Pereira, master dari Harvard ini, adalah juga anggota dewan
internasional pada Kennedy School's Belfer Center for Science and
International Affairs. Pereira juga membiayai Derwin Pereira Graduate
Fellowship untuk mendukung program bea siswa Edward S. Mason bagi
pelajar dan mahasiswa dari Indonesia.
Dia juga pernah bekerja sama dengan Yayasan Anchora yang didirikan
mantan Menteri Perdagangan era Presiden Yudhoyono yaitu Gita Wirjawan,
guna menyeleksi warga negara RI yang layak mendapat bea siswa. Salah
satu yang lolos dari ‘seleksi’ itu adalah Agus Yudhoyono, anak sulung
Presiden Yudhoyono.
Selain itu, sejak 2012, Pereira juga mensponsori Derwin Pereira
Indonesia Initiative (DPII), sebuah seri dialog yang digelar di
Washington-AS, yang menampilkan para politisi Indonesia yang
diperhitungkan bersama Center for Strategic and International Studies
(CSIS), salah satu lembaga think tank di Indonesia yang dikenal memiliki
jaringan luas.
|
Skandal ini jadi sorotan dunia |
Meski Pereira memiliki track record yang panjang dalam urusan lobi
dengan elit-elit di pemerintahan Indonesia, kontraknya dengan R&R
Partner’s tak sedikit pun menyebut nama atau pejabat RI, termasuk Menko
Polkam Luhut Pandjaitan, yang batal berangkat ke AS pada Maret lalu
terkait dengan muhibah Presiden.
Akan tetapi, Buehler mencatat, Pereira memiliki kaitan yang jelas dan
sangat erat dengan Luhut Pandjaitan. Pereira menulis sejumlah cerita
tentang Luhut saat menjadi wartawan The Straits Times di Indonesia, dan
juga mewawancarainya di Singapura saat Luhut menjadi Dubes RI untuk
Singapura pada 1999-2000.
Situs Pereira International juga menampilkan foto Luhut sama seperti
yang terpampang pada situs Toba Sejahtra, perusahaan tambang dan
perkebunan milik Luhut. "Namun, tak ada bukti bahwa Luhut-lah yang
memerintahkan Pereira untuk membayar R&R Partner’s sebesar US$80,000
atas jasa lobinya," ungkap Buehler.
Dalam artikel itu, Buehler menilai pencapaian diplomasi dari muhibah
Presiden RI ke AS mengecewakan. Selain adanya R&R Partner’s tadi,
dia juga menyebut lemahnya koordinasi antarpejabat dan diplomat RI.
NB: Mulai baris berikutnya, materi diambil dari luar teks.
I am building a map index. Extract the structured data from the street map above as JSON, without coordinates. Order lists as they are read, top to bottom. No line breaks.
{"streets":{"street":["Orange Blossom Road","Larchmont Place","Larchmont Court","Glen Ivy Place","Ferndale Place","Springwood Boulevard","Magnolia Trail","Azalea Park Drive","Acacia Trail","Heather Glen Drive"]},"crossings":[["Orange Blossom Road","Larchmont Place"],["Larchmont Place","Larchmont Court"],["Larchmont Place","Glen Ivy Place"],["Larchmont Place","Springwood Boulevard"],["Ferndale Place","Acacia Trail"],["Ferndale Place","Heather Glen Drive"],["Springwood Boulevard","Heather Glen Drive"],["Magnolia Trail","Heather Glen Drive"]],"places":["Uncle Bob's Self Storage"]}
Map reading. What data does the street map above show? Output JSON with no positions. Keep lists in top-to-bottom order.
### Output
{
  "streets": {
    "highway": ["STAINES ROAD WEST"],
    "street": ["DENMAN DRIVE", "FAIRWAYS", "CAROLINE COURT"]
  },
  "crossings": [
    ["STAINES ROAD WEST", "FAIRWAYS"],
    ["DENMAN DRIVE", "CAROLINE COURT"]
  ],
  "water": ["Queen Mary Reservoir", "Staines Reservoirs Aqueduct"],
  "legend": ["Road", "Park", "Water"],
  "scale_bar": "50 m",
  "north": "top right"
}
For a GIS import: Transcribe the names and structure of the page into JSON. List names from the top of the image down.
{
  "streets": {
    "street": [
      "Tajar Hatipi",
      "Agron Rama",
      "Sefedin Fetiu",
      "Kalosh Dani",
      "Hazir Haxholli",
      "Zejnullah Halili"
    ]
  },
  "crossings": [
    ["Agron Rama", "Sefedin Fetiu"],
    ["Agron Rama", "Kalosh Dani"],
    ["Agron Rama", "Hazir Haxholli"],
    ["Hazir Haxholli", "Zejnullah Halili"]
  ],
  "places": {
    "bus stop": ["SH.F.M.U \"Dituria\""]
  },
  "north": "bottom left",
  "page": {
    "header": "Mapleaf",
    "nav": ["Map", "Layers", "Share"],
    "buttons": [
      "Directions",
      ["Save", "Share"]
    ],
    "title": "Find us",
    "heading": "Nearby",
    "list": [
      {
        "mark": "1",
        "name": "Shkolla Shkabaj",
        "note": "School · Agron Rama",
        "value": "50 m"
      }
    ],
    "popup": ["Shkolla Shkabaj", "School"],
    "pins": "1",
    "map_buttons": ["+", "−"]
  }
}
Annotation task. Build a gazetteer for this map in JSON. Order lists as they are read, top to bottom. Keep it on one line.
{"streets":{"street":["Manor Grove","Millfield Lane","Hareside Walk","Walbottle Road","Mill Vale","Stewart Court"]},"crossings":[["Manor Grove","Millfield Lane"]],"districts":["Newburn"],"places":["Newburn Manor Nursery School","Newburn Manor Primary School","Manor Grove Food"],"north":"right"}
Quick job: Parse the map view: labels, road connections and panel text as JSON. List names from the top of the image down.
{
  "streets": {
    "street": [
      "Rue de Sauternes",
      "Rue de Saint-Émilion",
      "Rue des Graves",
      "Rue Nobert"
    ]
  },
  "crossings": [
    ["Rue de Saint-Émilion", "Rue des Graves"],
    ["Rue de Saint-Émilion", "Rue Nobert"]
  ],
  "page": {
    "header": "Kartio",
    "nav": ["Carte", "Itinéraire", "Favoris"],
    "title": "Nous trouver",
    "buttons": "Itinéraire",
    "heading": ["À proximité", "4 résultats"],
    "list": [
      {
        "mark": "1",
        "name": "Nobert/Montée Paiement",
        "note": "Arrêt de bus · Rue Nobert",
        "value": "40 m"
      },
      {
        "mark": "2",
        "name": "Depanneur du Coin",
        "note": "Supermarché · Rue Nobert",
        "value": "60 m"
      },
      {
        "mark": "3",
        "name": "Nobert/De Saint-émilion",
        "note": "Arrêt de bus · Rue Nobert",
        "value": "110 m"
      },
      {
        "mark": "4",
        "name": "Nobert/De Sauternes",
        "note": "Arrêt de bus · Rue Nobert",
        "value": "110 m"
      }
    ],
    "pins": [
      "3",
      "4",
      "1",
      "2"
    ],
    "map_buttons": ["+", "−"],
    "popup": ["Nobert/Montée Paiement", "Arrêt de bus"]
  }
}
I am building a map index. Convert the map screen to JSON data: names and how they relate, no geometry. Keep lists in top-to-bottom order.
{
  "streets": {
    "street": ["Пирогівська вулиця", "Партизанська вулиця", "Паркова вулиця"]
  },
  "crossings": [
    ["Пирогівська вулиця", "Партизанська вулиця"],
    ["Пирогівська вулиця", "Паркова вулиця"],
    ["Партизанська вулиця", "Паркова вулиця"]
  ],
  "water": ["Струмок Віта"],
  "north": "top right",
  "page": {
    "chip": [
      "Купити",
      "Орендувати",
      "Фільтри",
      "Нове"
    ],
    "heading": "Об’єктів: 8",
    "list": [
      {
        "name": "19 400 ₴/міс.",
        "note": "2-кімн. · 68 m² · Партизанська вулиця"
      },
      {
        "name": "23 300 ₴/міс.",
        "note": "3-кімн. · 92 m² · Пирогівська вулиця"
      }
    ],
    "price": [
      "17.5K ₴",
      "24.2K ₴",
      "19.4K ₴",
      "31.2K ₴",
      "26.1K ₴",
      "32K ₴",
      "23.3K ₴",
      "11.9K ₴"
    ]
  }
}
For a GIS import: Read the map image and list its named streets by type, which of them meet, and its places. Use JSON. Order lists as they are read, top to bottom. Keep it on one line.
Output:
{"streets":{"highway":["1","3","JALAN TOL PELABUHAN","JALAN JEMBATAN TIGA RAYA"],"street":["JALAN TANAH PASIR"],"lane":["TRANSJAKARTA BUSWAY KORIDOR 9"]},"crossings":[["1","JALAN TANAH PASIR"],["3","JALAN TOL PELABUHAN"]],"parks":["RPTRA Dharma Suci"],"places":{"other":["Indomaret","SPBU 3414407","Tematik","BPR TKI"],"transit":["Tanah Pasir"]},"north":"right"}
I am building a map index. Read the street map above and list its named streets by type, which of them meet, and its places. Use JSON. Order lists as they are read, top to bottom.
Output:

Belum ada respons dari Kantor Presiden, Kemenlu RI, maupun Pereira atas
artikel Buehler ini.
Sumber:
http://kabar24.bisnis.com/read/20151106/19/489818/skandal-diplomasi-orang-singapura-ini-membayar-us80.000-agar-presiden-jokowi-mendapatkan-akses-ke-gedung-putih
***
Di akhir artikelnya, Dr. Michael Buehler menulis:
Who within Widodo’s government ordered Pereira to make the payment?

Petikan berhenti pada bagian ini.